И я уже не жалел, что не попал на этюды.

Шестая всякая глупость



Шли девяностые. Зарплаты и пенсии задерживали и задерживали.


Старики на окраинах города, возле рынков и маленьких магазинчиков пытались продавать свои соленья да нехитрую утварь.


В центре города продать никаких солений было нельзя. Там – большие магазины, вечный огонь, гостиница «Интурист», рядом примостился чистенький газетный киоск, к которому выстроилась небольшая очередь. К киоску подошёл высокий седой старик в чёрном пальто нараспашку, он вдруг сдёрнул с головы шапку и срывающимся голосом произнёс: «Помогите… ради бога… мне очень стыдно просить… нет пенсии…», и по впалым щекам старика покатились слёзы, заволакивая глубокое отчаянье в его глазах. В эту минуту ветер распахнул полы его

незастёгнутого пальто, и все увидели множество медалей и орденов на потёртом пиджаке старика. И прохожие вокруг, и люди из очереди в киоск, все-все тотчас стали доставать из кошельков исключительно крупные купюры и как-то почти все одновременно сунули их в подставленные ладони старика, а тот, видимо, ожидая, что ему дадут мелочь, неумело ухватил плохо гнущимися пальцами купюры. И старик, развернувшись и втянув голову в плечи, ушёл. Он ещё не скрылся из виду, как его нагнал мужчина в малиновом пиджаке, который спешно вышел из машины, услышав слова старика, а нагнав, хотел дать ещё несколько купюр, но старик замотал головой, отказываясь, тогда мужчина в малиновом пиджаке сунул деньги в карман старика и побежал к своей машине.
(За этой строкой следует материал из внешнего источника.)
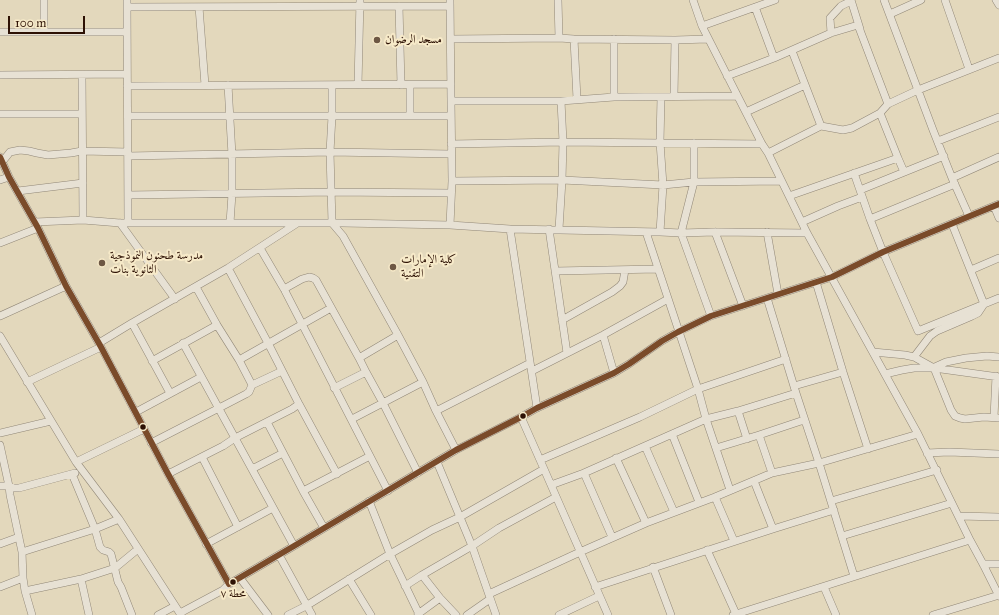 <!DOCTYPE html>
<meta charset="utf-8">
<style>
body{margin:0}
#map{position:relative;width:999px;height:615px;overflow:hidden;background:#e3d8bc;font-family:"IM FELL Great Primer",serif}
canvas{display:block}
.scale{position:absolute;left:8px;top:16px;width:77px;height:18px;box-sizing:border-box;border:2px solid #2d1104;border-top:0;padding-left:5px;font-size:12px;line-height:14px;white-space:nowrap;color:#2d1104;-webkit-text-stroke:3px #f7eac9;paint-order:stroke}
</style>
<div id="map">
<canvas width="999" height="615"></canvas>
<div class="scale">100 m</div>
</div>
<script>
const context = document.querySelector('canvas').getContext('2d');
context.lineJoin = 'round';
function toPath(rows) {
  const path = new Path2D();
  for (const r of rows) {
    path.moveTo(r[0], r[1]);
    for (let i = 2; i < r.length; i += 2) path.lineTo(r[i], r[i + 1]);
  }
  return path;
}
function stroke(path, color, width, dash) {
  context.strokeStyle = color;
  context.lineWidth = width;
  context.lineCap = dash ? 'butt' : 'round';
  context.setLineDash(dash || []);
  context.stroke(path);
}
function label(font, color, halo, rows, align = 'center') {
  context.font = font + ' "IM FELL Great Primer",Amiri,serif';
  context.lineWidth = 4;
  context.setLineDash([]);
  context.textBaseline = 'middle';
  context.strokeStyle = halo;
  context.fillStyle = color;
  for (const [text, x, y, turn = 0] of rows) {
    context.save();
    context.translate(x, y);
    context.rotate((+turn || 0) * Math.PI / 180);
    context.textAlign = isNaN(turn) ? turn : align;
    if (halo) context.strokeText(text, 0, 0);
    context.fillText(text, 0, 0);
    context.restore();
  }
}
const minor = toPath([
 [127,0,128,222],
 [450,0,451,101,452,181,450,225],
 [558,0,559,38],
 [693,0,702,26,762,144,768,153,807,233,918,434,970,540,983,564,999,596],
 [851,0,860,29],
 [884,0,933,130,952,178,969,216],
 [945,0,969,69],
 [996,0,999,5],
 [399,6,401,85],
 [127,7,450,6],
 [199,7,205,85],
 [755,7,774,58],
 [890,14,921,0],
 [702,26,775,0],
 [0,32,127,32],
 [44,32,44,0],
 [831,33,830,18,841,6,851,1],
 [451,39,559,38,574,39,675,40,708,39],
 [574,39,577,99],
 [614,39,614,97],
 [792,51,821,126],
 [0,75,127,74],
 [82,75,83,220],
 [727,76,774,58,831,33,858,25,888,104],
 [228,85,232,155,232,194,230,223],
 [332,85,332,116,330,152,332,223,343,236,398,335,423,382,436,411,456,450],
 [358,85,360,0],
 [410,85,410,116],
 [127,86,451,84],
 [674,96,675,40],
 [451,101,561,101,614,97,737,96],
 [746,112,805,85],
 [880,113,898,158],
 [0,114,82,114],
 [128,116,451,116],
 [938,141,999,117],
 [694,143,694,182,681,233,711,316],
 [451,144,563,142,762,144],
 [768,153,821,126,843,130,852,128,880,113,888,104,918,90,999,58],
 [128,156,330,152,451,154],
 [0,157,9,177,38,228,66,286,101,347,168,474,229,584,294,546,456,450,521,417,537,408,614,373,629,364,662,341,678,332,711,316,832,277,883,252,999,204],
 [2,162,10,152,20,150,29,151,37,153,48,155,71,153,82,151,128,152],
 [854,173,870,219,883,252,918,331,999,298],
 [952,178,999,157],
 [0,180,9,177],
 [452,181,562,180,663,185,694,182,781,181],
 [860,190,944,156],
 [18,191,83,183],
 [128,195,331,192,451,193],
 [789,196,898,158,904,172],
 [994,206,999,218],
 [870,219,955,184],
 [35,222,83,220,120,223,342,223,450,225,510,229,660,232,681,233,715,232,807,233],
 [802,222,838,206,862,197],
 [120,223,175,299],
 [510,229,537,408],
 [549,229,567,353],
 [559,229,562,180,563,142,561,101],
 [646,232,698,389,706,419,730,490],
 [660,232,663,185,660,142,661,97],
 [715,232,743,306],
 [767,232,778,294],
 [0,243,38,228],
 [260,248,284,289,388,491],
 [228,268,268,343,299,404,337,474],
 [971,270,999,258],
 [555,271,658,269],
 [816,282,843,372,868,449],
 [196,287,217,325,239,360,252,385],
 [284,289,302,279,309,277,313,278,316,280,359,358,366,372,383,403,418,473],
 [767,298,796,393,819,463,854,576],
 [0,316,66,286],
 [562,320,612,292,620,286,623,282,625,270],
 [132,323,170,393],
 [603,335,614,373],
 [0,336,76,462,119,519,181,615],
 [99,343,132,323,228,268,296,224],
 [183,343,294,546],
 [873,352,905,355,914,357,934,368,951,410,955,416,960,418,965,419,984,417,999,418],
 [914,357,930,336,937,331,972,316,978,313,984,304,952,224],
 [359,358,398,335],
 [239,360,331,308],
 [152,361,217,325],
 [935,367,946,362,966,358,987,356,999,357],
 [532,371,603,335,668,299],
 [885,374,902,370,914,368,934,368,999,377],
 [27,382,101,347],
 [794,386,843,372],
 [334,388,366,372],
 [436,411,530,363],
 [738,411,747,439],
 [136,412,201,377],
 [521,417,544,469,608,615],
 [994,417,996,376],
 [352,419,423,382],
 [267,422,303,491,324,528],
 [0,433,51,421],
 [672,434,699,502],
 [759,435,772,473],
 [151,443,219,408,246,394,249,392,252,385,282,371],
 [0,445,9,486,10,495,22,552,23,578,25,591,32,615],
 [645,446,674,512],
 [716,448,759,435,804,420],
 [927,453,949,452,999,454],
 [202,457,238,527],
 [616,458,646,523],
 [540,460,640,417,698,389,786,359],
 [76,462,144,429],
 [437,462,472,546,496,615],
 [252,469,283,453],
 [584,473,612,537],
 [72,474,95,529,100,547,103,550,109,552,111,554,118,582,121,587,132,615],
 [168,474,223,446,235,438,292,409,299,404],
 [754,481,773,529],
 [551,485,584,473,706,419,738,411,796,393],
 [0,486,9,486,14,488,19,488,75,473],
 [303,491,370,456],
 [715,497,734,541],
 [369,501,390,554,418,612,418,615],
 [831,501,937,470],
 [959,516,999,517],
 [842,536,952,503],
 [0,544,19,537],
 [206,544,273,508],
 [707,550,736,614],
 [22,552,95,529,119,519],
 [279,555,312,615],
 [983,564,999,564],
 [653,567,671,615],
 [422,575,440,598,456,615],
 [240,578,268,615],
 [81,579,89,615],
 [349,579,371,615],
 [405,586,422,575,472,546,499,528,556,497],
 [0,587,23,578],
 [595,587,773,529,834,510],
 [824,587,836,615],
 [25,591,81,579,115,568,138,549],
 [489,594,580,552,646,523,715,497,772,473,819,463,918,434],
 [180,613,223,590,229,584],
 [418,614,440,598],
 [158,615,175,606],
 [288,615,306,606,390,554,432,530,460,517,544,469],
 [467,615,490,599],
 [559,615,599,596],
 [733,615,970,540],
 [933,615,999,595]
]);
const bus1 = toPath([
 [0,157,9,177,38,228,66,286,101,347,168,474,229,584,294,546,456,450,521,417,537,408,614,373,629,364,662,341,678,332,711,316,832,277,883,252,999,204]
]);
const markers = [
 [377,40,4,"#6d5744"],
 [102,263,4,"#6d5744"],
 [393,267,4,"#6d5744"],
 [523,416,3.5,"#2d1104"],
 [143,427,3.5,"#2d1104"],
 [233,582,3.5,"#2d1104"]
];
const busNames = [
 ["محطة ٧",233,594]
];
const poiNames = [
 ["مسجد الرضوان",385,40],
 ["مدرسة طحنون النموذجية",110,256],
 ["الثانوية بنات",110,270],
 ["كلية الإمارات",401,260],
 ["التقنية",401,274]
];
stroke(minor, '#918777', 8);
stroke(minor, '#e7e1d4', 7);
stroke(bus1, '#7a4b2a', 6);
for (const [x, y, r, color] of markers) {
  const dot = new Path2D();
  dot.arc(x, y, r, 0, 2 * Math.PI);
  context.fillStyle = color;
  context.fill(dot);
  stroke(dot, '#f7eac9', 1.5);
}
label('11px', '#2d1104', '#f7eac9', busNames);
label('12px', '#2d1104', '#f7eac9', poiNames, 'left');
</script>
Старик смотрел ему вслед, потом ладонями утёр слёзы…


А люди из очереди в киоск, разошлись, так и не купив газет. На лицах их отразились и печаль, и горечь, и стыд…


Позднее всё наладилось, и пенсии стали выдавать исправно. Позже. Намного позже.
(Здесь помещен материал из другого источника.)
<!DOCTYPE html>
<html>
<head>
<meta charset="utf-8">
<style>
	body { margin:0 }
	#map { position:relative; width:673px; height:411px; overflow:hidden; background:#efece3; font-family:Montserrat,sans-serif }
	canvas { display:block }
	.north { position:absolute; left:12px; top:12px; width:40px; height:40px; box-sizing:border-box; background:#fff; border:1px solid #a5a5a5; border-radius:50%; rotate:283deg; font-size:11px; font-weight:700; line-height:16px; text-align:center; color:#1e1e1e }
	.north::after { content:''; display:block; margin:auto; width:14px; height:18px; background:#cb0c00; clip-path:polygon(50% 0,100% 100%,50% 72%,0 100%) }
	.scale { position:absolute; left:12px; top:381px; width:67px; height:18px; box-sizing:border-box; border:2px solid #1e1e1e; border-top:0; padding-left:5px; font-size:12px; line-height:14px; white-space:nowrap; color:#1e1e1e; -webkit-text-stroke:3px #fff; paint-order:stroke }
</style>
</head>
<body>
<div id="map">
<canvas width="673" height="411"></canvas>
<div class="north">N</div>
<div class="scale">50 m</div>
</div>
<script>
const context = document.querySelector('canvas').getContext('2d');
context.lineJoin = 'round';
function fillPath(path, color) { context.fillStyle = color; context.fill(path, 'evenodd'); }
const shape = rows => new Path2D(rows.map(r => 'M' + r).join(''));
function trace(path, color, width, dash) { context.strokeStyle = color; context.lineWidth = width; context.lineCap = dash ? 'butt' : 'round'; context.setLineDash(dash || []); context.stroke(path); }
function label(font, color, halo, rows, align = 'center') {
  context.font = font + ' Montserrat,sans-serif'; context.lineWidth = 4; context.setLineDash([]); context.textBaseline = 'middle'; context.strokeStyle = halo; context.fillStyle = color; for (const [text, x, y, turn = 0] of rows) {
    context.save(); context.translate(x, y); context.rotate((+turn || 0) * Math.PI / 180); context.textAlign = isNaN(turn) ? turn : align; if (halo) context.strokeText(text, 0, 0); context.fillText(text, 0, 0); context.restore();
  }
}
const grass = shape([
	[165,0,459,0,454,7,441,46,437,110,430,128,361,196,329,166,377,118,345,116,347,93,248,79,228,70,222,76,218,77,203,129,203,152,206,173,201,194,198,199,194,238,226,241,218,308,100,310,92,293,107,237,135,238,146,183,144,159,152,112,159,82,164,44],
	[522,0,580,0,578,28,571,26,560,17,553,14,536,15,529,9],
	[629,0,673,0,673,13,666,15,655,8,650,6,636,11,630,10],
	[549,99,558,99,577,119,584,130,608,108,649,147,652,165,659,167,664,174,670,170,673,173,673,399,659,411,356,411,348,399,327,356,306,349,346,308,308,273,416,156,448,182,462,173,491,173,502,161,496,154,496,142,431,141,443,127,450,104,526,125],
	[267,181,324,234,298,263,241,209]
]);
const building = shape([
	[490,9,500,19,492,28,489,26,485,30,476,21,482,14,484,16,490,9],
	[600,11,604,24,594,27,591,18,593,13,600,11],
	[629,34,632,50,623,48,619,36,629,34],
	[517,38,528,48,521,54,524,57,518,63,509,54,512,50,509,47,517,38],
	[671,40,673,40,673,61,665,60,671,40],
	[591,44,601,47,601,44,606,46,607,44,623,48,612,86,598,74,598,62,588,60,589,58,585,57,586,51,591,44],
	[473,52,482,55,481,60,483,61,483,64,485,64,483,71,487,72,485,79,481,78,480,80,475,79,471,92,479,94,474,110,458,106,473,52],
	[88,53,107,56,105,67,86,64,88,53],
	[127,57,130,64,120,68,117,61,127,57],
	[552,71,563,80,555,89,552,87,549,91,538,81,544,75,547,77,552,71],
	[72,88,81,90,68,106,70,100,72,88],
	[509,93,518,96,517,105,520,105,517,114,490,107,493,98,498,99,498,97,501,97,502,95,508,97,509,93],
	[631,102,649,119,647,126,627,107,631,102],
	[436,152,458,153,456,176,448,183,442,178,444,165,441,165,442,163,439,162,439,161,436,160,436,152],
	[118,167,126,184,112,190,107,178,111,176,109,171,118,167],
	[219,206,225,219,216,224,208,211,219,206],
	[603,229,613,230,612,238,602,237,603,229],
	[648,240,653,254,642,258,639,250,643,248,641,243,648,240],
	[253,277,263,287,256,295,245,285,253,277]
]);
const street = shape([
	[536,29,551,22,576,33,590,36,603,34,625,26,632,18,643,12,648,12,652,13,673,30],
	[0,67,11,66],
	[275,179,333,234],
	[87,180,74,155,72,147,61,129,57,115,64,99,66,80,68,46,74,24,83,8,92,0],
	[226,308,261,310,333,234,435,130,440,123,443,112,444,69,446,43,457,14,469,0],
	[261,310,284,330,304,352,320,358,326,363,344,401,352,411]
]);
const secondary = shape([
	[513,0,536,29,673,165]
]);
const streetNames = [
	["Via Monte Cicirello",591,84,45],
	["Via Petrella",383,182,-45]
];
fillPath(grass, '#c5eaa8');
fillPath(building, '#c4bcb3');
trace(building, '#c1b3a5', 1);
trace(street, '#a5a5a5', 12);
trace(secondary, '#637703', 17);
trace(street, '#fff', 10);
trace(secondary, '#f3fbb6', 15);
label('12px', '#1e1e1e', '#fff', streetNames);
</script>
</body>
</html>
Остаётся только надеяться, что тот старик дожил до этих светлых дней

Седьмая всякая глупость



Маринка отвела своих детей в детский сад и решила, сев на автобус, проехать до продуктовых складов. В сумке у неё сидел котёнок-кошечка, она была в отличие от своих собратьев всегда печальна, но спокойна и держалась в сторонке от бурных потасовок других трёх котят. Маринке она больше всех нравилась. И если б она не была кошкой, то Маринка оставила бы её у себя. А так, – ну, куда ещё одна кошка в тесной квартирке с мужем и двумя детьми? И без того с трудом Маринка пристроила трёх котят в добрые руки, оставалась последняя – эта маленькая кошка, которую Маринка всё медлила куда-нибудь пристраивать.


Чем ближе была нужная остановка, тем тяжелей становилось у Маринки на сердце. «Может не возьмут!» – подумала Маринка и вышла из автобуса.


«Не нужна ли кошечка мышек

ловить?» – громко спросила Маринка, зайдя в контору складов, при этом очень надеясь, что ответят: «нет».


«Ой, нужна, нужна!» – ответила девушка. Маринка, открыв сумку, вынула лёгкую

пушиночку – маленькую кошку, серую с голубоватым отливом. Эта кроха оглядела всех умными, слегка испуганными глазёнками и спокойно села на столе, поводя ушками.


«Какая хорошенькая!» – сказала девушка и взяла котёнка на руки. Маринке как-то резануло по сердцу непонятной болью…


Дома дела не ладились. Маринка всё думала об отданном котёнке, и непонятная тяжесть в груди терзала её. А когда пришёл муж с работы, Маринка и вовсе разрыдалась, рассказав, что отдала маленькую милую кошечку. «Так забери назад,

делов-то! Вот дура баба, плачет! Наша Муська ещё притащит котят.» – сказал муж, и Маринка твёрдо решила, что завтра поедет и заберёт котёнка домой.



Остаток дня, вечер и ночь тянулись бесконечно. Сон ни за что не хотел приходить, стоило закрыть глаза, как перед взором оказывалась малышка-кошка с умными печальными глазками… Маринка еле дождалась, когда утром следующего дня оказалась снова в конторе складов.